Ieng Sary was found guilty of genocide in a 1979 Vietnamese-backed trial, widely regarded as a sham. He was granted a royal amnesty in 1996 after he defected to the Cambodian government.

-- IENG THIRITH: The most powerful woman in the Khmer Rouge, Ieng Thirith, 81, was Ieng Sary's wife and Pol Pot's sister-in-law. She was declared unfit to stand trial in September last year after diagnosis with a degenerative disorder -- likely to be Alzheimer's disease.

Sometimes described as the "First Lady" of the Khmer Rouge, she acted as social affairs minister and is held responsible by some researchers for the regime's drastic re-ordering of traditional Cambodian life.

An intellectual who studied English literature in Paris, Ieng Thirith plunged into radical politics after becoming involved with Ieng Sary in France and remained a staunch defender of the Khmer Rouge long after the regime's demise in the 1990s.

In 2009 she said "everything was done by Nuon Chea" and told her accusers they would be "cursed to the seventh circle of hell".


-- KAING GUEK EAV: The Khmer Rouge torture chief -- better known as Comrade Duch -- once taught maths to schoolchildren, but went on to head the regime's most notorious jail.

The now 71-year-old oversaw the extermination of around 15,000 men, women and children at the Tuol Sleng prison in Cambodia's capital during the communist regime's brutal 1975-1979 rule.

He was initially sentenced to 30 years in prison in 2011 for war crimes and crimes against humanity but the term was increased to life on appeal.

Duch had asked to be acquitted on the grounds that he was not a senior member of the Khmer Rouge hierarchy.

"I respectfully and strictly followed the orders," Duch said in his final public statement to the court during his appeal.

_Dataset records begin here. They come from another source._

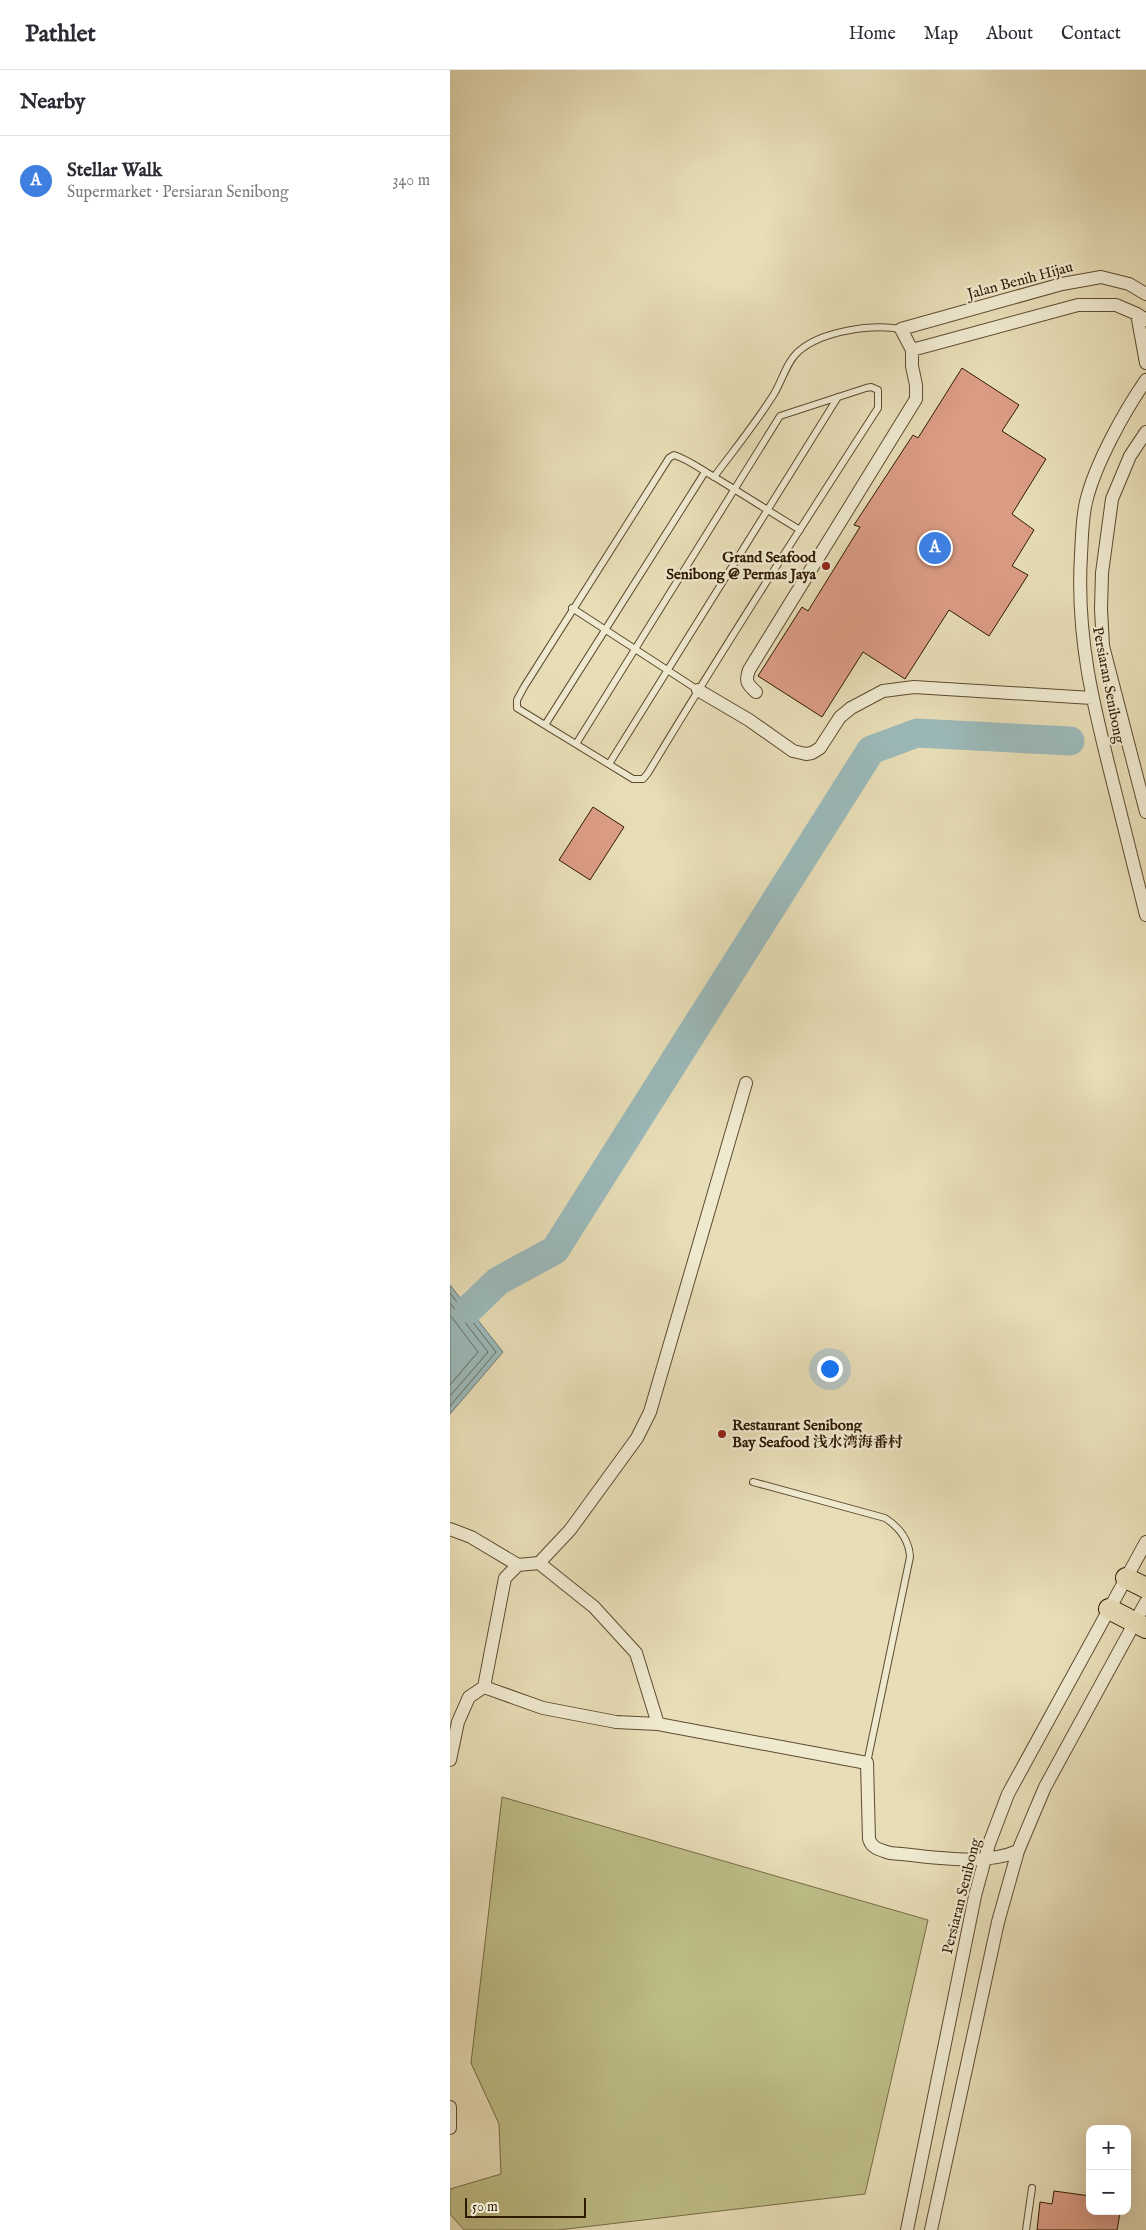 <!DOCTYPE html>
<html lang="en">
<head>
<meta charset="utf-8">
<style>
  :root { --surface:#fff; --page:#f2f2f3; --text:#2b2b33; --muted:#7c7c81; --line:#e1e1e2; --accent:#2563eb }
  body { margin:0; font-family:"IM FELL English","Noto Serif SC",serif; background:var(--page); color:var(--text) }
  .controls { position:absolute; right:15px; bottom:15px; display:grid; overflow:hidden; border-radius:10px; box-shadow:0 5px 20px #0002 }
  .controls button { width:45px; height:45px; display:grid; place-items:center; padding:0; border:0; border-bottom:1px solid var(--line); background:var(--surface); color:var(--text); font:25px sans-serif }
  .scale { position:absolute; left:15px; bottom:12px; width:121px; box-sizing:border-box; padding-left:5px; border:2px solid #2f1a02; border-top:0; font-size:14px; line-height:18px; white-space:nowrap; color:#2f1a02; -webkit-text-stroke:4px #efe9d0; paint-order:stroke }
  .you { position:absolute; left:379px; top:1298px; width:18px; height:18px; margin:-12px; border:4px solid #fff; border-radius:50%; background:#1a73e8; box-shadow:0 0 0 8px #1a73e833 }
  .badge { display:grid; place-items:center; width:32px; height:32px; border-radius:50%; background:var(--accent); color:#fff; font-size:16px; font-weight:700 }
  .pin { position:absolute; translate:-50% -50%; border:2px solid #fff; box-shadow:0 1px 5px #0006 }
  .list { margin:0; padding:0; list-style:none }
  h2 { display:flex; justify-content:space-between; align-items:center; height:65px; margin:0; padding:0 20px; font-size:21px }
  h2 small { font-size:16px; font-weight:400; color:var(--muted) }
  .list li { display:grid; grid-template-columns:32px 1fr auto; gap:15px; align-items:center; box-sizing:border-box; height:90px; padding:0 20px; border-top:1px solid var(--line) }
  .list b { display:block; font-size:19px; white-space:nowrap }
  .list p { margin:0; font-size:16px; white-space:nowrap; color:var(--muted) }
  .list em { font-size:16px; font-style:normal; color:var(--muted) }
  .map { position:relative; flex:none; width:696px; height:2160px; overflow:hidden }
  header { display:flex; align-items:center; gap:30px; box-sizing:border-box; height:70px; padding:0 25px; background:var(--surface); border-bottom:1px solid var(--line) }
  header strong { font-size:24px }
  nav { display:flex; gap:28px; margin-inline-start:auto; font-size:18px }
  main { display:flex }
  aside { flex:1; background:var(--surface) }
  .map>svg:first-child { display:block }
  .green { fill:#bebe88; stroke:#766c45 }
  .water { fill:#9bb9b9; stroke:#707970 }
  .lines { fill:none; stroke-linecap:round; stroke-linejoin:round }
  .shore { stroke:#656a5e; stroke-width:1 }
  .river { stroke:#9bb9b9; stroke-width:29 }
  .building { fill:#db9c84; stroke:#2f1a02 }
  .lane-casing { stroke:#5d4b2f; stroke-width:8 }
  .street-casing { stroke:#5d4b2f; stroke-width:14 }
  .primary-casing { stroke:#2f1a02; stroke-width:22 }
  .lane { stroke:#efe9d0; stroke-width:6 }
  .street { stroke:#efe9d0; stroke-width:12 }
  .primary { stroke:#e7ddb6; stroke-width:20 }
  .poi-dot { fill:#8f2418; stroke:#efe9d0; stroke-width:2 }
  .labels { text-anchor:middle; stroke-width:4.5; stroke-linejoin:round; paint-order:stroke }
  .street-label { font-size:15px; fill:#2f1a02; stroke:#efe9d0 }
  .poi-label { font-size:15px; font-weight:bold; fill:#2f1a02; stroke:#efe9d0; text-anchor:end }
</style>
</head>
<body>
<header>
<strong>Pathlet</strong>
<nav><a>Home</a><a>Map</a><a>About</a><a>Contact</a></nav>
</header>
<main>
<aside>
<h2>Nearby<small></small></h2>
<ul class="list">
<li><span class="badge" style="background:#3f7fe0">A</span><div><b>Stellar Walk</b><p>Supermarket · Persiaran Senibong</p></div><em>340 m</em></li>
</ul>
</aside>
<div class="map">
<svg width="696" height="2160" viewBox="0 0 696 2160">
  <rect width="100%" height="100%" fill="#e7ddb6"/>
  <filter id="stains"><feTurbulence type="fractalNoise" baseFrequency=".004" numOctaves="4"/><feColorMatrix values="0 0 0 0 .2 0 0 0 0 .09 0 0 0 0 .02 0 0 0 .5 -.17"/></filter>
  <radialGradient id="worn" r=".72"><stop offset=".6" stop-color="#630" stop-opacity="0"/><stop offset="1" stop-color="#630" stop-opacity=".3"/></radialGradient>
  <path class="green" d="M52 1727 478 1850 415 2124 108 2160H14L0 2144V2119L51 2104 49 2054 21 1993Z"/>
  <path class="water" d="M0 1215 53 1282 0 1344Z"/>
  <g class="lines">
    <path class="shore" d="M0 1223 46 1282 0 1336
      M0 1233 38 1282 0 1326
      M0 1245 28 1282 0 1315"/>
    <path class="river" d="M19 1239 48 1211 105 1180 421 680 467 663 620 671"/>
  </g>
  <path class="building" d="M512 298 569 335 552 361 596 389 562 444 584 460 562 496 578 505 539 566 499 540 455 609 413 582 372 647 308 606 352 537 358 541 410 457 404 455 463 365 468 368Z
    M143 737 174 757 140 810 109 790Z
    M604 2121 640 2126V2141L670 2143 667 2160H587L590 2132 602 2134Z"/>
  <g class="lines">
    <defs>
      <path id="lane" d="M264 407C284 380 306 353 324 324 332 311 337 291 349 281 372 261 421 254 451 259
        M122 538 248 620
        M95 655 255 402
        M126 674 330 346 416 318 421 317 428 320V338C350 459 272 580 198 703L193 709H183L67 638V630L74 617 219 388 224 385C237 389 249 398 261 405 291 423 320 442 350 460
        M159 694 388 327
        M303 1412 435 1448C449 1457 459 1469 460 1487L417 1693
        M576 2160 582 2118"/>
      <path id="street" d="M687 244 696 293
        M462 280 628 235H666L687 244 696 250
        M696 310C674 342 645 394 636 432 632 449 632 468 631 485 626 567 643 634 663 713 674 757 685 801 696 845
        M696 362 680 386 662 429 652 503 651 539 653 576 696 742
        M248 620 299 650 343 681 356 684 362 683 370 678 390 647 401 638 433 621 464 617 642 628
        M306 622C297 614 295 611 299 600L466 329V315L462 296V280L451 259 612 214 651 207 679 214 696 224
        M0 1459 21 1467 68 1495
        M89 1493 144 1537 186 1583 208 1654
        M34 1617 93 1638 166 1652 208 1654 417 1693 419 1769C422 1779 431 1780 440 1783 481 1786 531 1797 568 1781
        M0 1690 8 1652 19 1627 34 1617 55 1508 68 1495 89 1493 120 1460 187 1368 200 1342 296 1013
        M0 2037V2058
        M457 2160 525 1826 539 1774 558 1724 696 1472
        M481 2160 548 1852 568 1781 595 1717 696 1532"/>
      <path id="primary" d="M676 1508 696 1518
        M659 1539 696 1558"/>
    </defs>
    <use href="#lane" class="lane-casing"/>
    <use href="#street" class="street-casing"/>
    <use href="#primary" class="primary-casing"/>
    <use href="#lane" class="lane"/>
    <use href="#street" class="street"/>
    <use href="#primary" class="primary"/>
  </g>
  <g class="poi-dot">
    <circle cx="376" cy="496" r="5"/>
    <circle cx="272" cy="1364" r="5"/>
  </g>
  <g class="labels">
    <g class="street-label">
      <text transform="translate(570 210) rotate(-15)" y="5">Jalan Benih Hijau</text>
      <text transform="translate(659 615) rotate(79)" y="5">Persiaran Senibong</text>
      <text transform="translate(511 1826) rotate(-76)" y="5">Persiaran Senibong</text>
    </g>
    <g class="poi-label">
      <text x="366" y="492">Grand Seafood<tspan x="366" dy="17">Senibong @ Permas Jaya</tspan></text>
      <text x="282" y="1360" text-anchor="start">Restaurant Senibong<tspan x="282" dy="17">Bay Seafood 浅水湾海番村</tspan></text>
    </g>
  </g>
  <rect width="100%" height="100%" filter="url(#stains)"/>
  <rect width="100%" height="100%" fill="url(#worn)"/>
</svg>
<div class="controls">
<button>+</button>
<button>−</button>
</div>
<div class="scale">50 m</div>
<div class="you"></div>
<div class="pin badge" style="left:485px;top:478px;background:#3f7fe0">A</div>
</div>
</main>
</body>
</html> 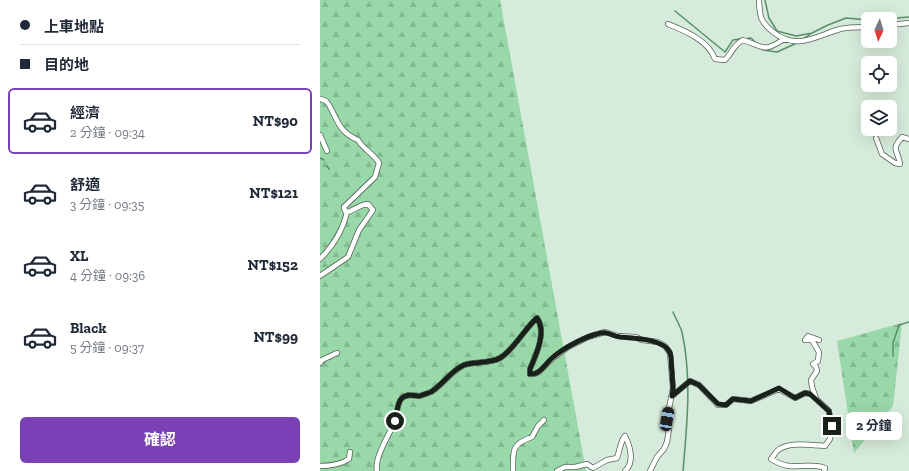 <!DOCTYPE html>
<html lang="zh-TW">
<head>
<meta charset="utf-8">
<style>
  :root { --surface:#fff; --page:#f2f2f3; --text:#1f2937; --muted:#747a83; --line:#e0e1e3; --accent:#7a40b6 }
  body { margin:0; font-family:"Zilla Slab","Noto Sans TC",serif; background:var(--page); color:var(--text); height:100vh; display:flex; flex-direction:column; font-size:15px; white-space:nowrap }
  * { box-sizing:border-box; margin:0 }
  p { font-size:13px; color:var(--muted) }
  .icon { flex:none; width:22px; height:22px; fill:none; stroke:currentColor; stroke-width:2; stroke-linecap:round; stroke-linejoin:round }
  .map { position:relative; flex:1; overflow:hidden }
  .drawer { display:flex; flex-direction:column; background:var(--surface); width:320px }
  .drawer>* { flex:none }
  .guide { display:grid; align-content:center; height:88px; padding:0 20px; background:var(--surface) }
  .needle { width:26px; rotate:184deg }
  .fabs { position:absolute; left:541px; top:12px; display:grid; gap:8px }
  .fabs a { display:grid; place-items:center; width:36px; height:36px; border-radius:6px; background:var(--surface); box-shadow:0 4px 16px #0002; font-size:20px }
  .end { position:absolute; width:18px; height:18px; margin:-9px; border:5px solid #19211b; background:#fff; box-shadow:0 0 0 2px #fff }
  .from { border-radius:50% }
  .bubble { position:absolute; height:28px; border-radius:6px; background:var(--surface); box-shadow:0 4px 16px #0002; font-size:13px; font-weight:700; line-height:28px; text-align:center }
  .car { position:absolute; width:12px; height:24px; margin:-12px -6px; border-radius:5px; box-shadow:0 0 3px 1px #0007; background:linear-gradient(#222 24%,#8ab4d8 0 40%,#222 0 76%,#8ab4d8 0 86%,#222 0) }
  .guide b { display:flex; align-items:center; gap:14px; height:38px; font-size:15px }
  .guide b+b { border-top:1px solid var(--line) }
  .guide i { width:10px; height:10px; background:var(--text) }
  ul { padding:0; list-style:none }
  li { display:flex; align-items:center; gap:12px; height:66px; margin:0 8px 6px; padding:0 12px; border:2px solid transparent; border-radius:6px }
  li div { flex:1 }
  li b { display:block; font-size:15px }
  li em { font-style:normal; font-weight:700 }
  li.on { border-color:var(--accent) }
  li>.icon { width:36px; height:36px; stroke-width:1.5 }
  .cta { display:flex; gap:8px; margin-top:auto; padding:8px 20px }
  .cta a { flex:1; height:46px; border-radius:6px; background:var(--accent); color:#fff; font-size:16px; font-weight:700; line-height:46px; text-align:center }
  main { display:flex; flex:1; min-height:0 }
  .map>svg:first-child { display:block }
</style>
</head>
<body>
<main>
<section class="drawer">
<div class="guide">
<b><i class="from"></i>上車地點</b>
<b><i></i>目的地</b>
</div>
<ul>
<li class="on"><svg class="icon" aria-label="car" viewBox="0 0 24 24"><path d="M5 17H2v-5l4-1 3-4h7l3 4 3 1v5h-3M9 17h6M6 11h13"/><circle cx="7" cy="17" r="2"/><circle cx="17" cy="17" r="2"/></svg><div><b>經濟</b><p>2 分鐘 · 09:34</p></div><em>NT$90</em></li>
<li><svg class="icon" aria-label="car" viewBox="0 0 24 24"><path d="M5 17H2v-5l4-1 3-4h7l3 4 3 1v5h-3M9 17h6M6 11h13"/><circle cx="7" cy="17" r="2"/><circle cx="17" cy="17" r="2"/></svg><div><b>舒適</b><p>3 分鐘 · 09:35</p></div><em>NT$121</em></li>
<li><svg class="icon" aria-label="car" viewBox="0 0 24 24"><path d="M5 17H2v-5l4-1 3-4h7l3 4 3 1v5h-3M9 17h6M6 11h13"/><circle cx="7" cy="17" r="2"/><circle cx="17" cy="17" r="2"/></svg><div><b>XL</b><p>4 分鐘 · 09:36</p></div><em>NT$152</em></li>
<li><svg class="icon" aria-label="car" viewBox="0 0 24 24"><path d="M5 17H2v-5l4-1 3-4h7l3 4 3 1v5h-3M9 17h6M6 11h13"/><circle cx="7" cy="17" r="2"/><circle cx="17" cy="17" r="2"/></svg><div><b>Black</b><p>5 分鐘 · 09:37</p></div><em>NT$99</em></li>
</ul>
<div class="cta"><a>確認</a></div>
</section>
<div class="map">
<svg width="589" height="471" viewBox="0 0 589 471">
  <defs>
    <pattern id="forest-firs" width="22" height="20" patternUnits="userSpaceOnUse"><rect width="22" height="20" fill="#98d8a9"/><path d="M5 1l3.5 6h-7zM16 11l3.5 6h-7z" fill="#82b991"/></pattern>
  </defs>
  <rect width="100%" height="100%" fill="#d6ebdb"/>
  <!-- forest -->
  <path fill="url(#forest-firs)" d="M 0,0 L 180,0 L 266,471 L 0,471 Z
    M 582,323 L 573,406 L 534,453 L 517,341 Z"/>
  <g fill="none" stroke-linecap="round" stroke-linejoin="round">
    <!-- stream -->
    <path stroke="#579068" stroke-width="1.5" d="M 445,0 L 449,18 L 457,31 L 476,36 L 492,33 L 508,25 L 526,18 L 548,20
      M 355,11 L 405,52 L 413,40 L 420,39
      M 565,19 L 589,17
      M 424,39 L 431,38 L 436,43
      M 483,39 L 492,33
      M 441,48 L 443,50 L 457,52 L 477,43
      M 0,158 L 4,160
      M 7,166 L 9,169
      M 353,312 C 356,319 360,326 362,332 C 372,378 367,425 363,471
      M 573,356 L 573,343 L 579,325 L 589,322"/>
    <defs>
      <path id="street" d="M 439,1 C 440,18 440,21 453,32 C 477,51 496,36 520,29 C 529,27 539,27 548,27
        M 348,24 C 365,31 388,40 395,59 L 405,60 C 413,52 413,45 423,40 C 445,47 443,53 464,39
        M 570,25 L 589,23
        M 0,99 L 6,101 L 9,105 C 18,121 19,132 38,140 C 43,149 53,153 59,163 L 55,177 L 24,207 L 25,211 L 28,212 C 36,209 39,205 48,204 L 53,210 L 39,230 L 28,257 L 0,276
        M 0,135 L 7,151
        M 556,138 L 562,154 L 575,163 L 580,164 C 578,149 570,151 582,137 L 589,139
        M 0,259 C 13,246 23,230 27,212
        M 0,363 L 2,360 L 17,353
        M 352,396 L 370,381 L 379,385 L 398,405 L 406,405 L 413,399 L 431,401 L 459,389 L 475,398 L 485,393 L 491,394 L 509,411 L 511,426 L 510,439 L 505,446 C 493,445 467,441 457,451 C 455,453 453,457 451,459 C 471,471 476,464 496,466 C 499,466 502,467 505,468 L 504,471
        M 496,398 L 492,387 L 491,380 L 497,371 L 496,367 L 493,364 L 498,361 L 499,352 L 492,340 L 485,340 L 488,336 L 499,340
        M 0,466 C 10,466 20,465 29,459 L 30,452
        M 57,471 C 54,457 70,434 75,421 C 78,413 76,404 82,398 C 87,393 94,396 100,396 C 103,395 108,393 111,392 C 123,385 131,371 144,365 C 155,361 169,364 180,358 C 193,351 205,328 217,318 C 227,332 216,355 210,369 L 210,374 L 214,374 L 219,372 L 233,358 L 248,347 L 268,337 L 285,332 L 298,336 L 316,337 L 322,340 L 338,342 L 345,346 L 350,353 L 353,388 L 347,419 L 349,429 L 347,442 L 344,449 L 337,457 L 330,471
        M 193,471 C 193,451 191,444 212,437 L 218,426 L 224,420
        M 237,471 L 245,467 L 255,467 L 267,464 L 273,468 L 287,460 L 297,458 C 300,450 300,442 305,436 C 310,446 315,462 305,471"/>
    </defs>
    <!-- street casing -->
    <use href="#street" stroke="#526456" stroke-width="6"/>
    <!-- street -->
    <use href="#street" stroke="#fff" stroke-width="4.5"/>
  </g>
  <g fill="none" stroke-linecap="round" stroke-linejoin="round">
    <!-- route -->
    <path stroke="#19211b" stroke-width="5" d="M 75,421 C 78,413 76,404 82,398 C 87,393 93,396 99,396 C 103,395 108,393 111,392 C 123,385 130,371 144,365 C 155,361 169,364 180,358 C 193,351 205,328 217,318 C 227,332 216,355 210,369 L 210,374 C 213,374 216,374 218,372 C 223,369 227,363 231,359 C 242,349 262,338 277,334 C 289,330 290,336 300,337 C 313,338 345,339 350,353 C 352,358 351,366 352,372 C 352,380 354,387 352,396 L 370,381 L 379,385 L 398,404 L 406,405 L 413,399 L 431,401 L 459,388 L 475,398 L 485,393 L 490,394 L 509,411 L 512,426"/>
  </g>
</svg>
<div class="fabs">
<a><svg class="needle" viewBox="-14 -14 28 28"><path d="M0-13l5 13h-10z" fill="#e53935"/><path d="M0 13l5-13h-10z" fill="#747a83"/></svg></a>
<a><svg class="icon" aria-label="locate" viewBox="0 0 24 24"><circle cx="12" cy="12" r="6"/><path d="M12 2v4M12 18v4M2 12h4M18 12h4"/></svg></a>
<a><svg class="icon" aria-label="layers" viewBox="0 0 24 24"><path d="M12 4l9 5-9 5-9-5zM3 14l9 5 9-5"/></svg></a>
</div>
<i class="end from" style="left:75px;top:421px"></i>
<i class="end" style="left:512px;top:426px"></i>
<div class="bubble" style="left:526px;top:412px;width:56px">2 分鐘</div>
<i class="car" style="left:347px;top:419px;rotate:10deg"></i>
</div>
</main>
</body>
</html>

-- "Brother Number One" Pol Pot died in 1998 at the age of 73 while under house arrest by Khmer Rouge rebels who had turned against him.

-- Ta Mok, a feared military commander nicknamed "The Butcher" for the massacres and purges he ordered, was arrested in 1999. He was awaiting trial by the war crimes court but he died in 2006 at the age of 80.

Because of the tribunal's limited scope, thousands of lower-level Khmer Rouge members and fighters who carried out the regime's brutal acts will also never face the court.